Assignment:
Keyword search on "from": report each line of the records that contains it.

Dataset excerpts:
- - - - -

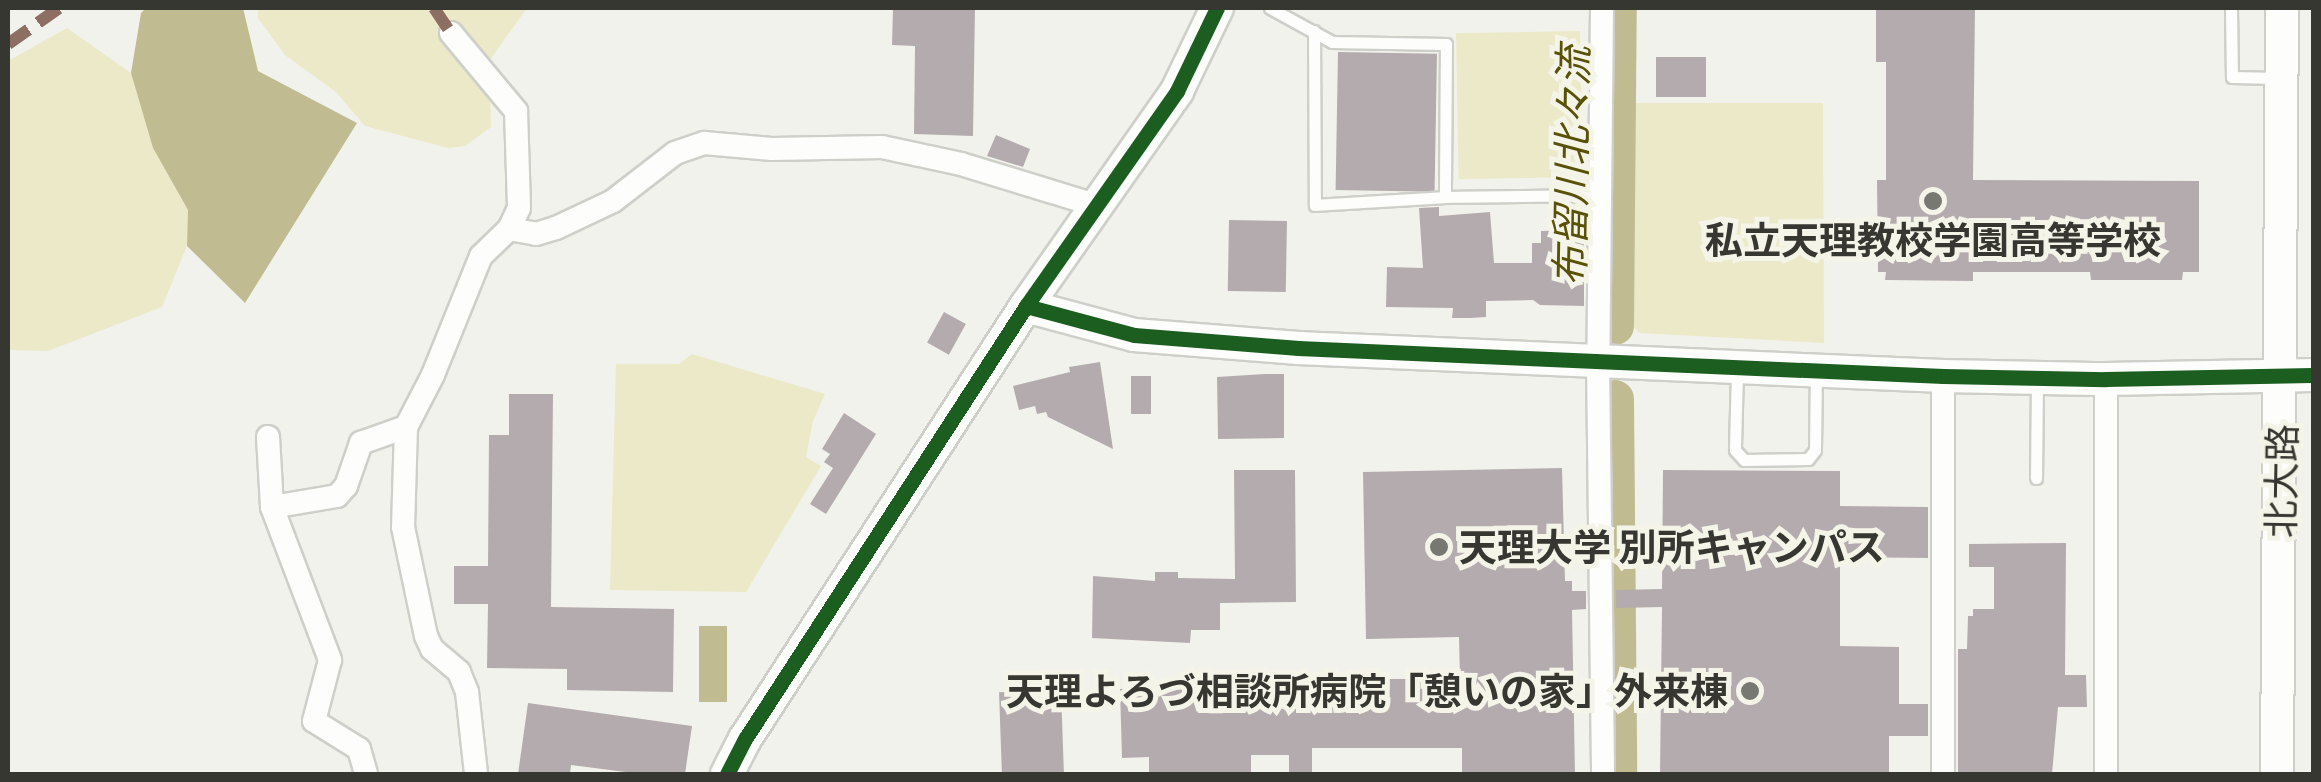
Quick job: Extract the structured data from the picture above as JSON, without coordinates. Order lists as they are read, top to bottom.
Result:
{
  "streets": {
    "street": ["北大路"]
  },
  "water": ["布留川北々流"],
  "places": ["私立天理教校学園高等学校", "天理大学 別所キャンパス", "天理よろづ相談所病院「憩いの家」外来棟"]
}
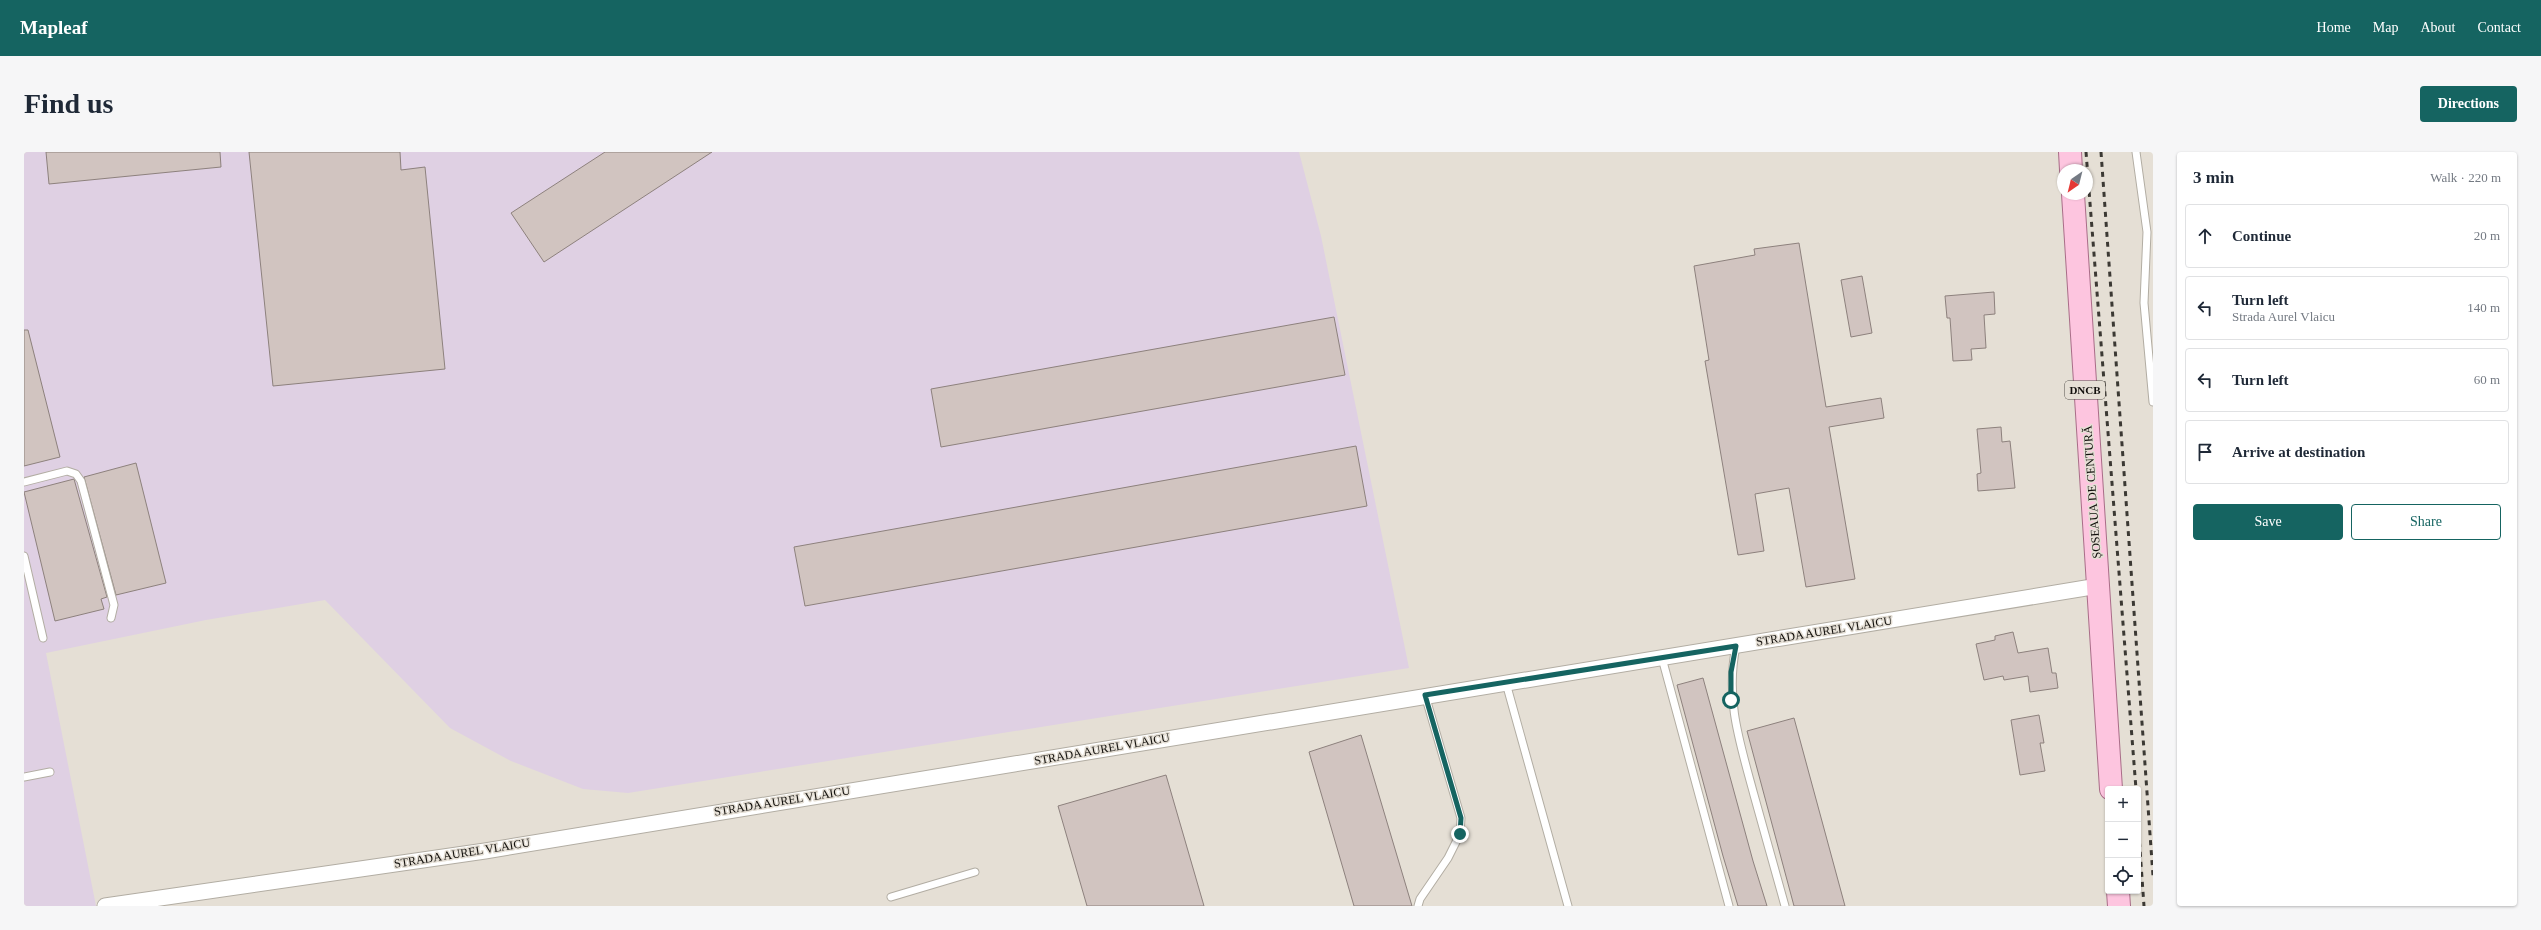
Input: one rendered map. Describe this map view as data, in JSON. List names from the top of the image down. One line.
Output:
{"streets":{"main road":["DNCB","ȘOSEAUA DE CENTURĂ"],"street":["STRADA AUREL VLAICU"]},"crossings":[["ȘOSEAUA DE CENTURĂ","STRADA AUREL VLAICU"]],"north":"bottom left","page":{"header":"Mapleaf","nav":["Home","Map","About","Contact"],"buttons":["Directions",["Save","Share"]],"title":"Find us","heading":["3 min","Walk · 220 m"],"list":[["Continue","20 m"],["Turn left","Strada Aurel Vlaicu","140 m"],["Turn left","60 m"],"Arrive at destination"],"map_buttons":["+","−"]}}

- - - - -

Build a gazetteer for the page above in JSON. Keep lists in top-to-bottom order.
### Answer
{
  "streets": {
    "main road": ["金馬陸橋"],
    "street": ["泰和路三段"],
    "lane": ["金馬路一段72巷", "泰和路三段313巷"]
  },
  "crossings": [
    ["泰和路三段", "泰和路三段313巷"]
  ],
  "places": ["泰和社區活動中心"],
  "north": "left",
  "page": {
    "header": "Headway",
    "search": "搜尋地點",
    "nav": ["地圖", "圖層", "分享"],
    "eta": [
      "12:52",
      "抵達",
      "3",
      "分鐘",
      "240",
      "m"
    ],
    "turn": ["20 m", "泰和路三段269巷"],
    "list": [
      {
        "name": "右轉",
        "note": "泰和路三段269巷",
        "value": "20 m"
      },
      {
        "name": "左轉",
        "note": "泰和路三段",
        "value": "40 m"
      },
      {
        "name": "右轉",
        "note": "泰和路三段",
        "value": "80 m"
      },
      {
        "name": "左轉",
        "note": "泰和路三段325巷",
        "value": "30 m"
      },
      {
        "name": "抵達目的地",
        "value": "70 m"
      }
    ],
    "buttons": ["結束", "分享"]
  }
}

- - - - -

Answer space:
Quick job: Extract the structured data from the picture above as JSON, without coordinates. Order lists as they are read, top to bottom.
Input: one rendered map. Describe this map view as data, in JSON. List names from the top of the image down. One line.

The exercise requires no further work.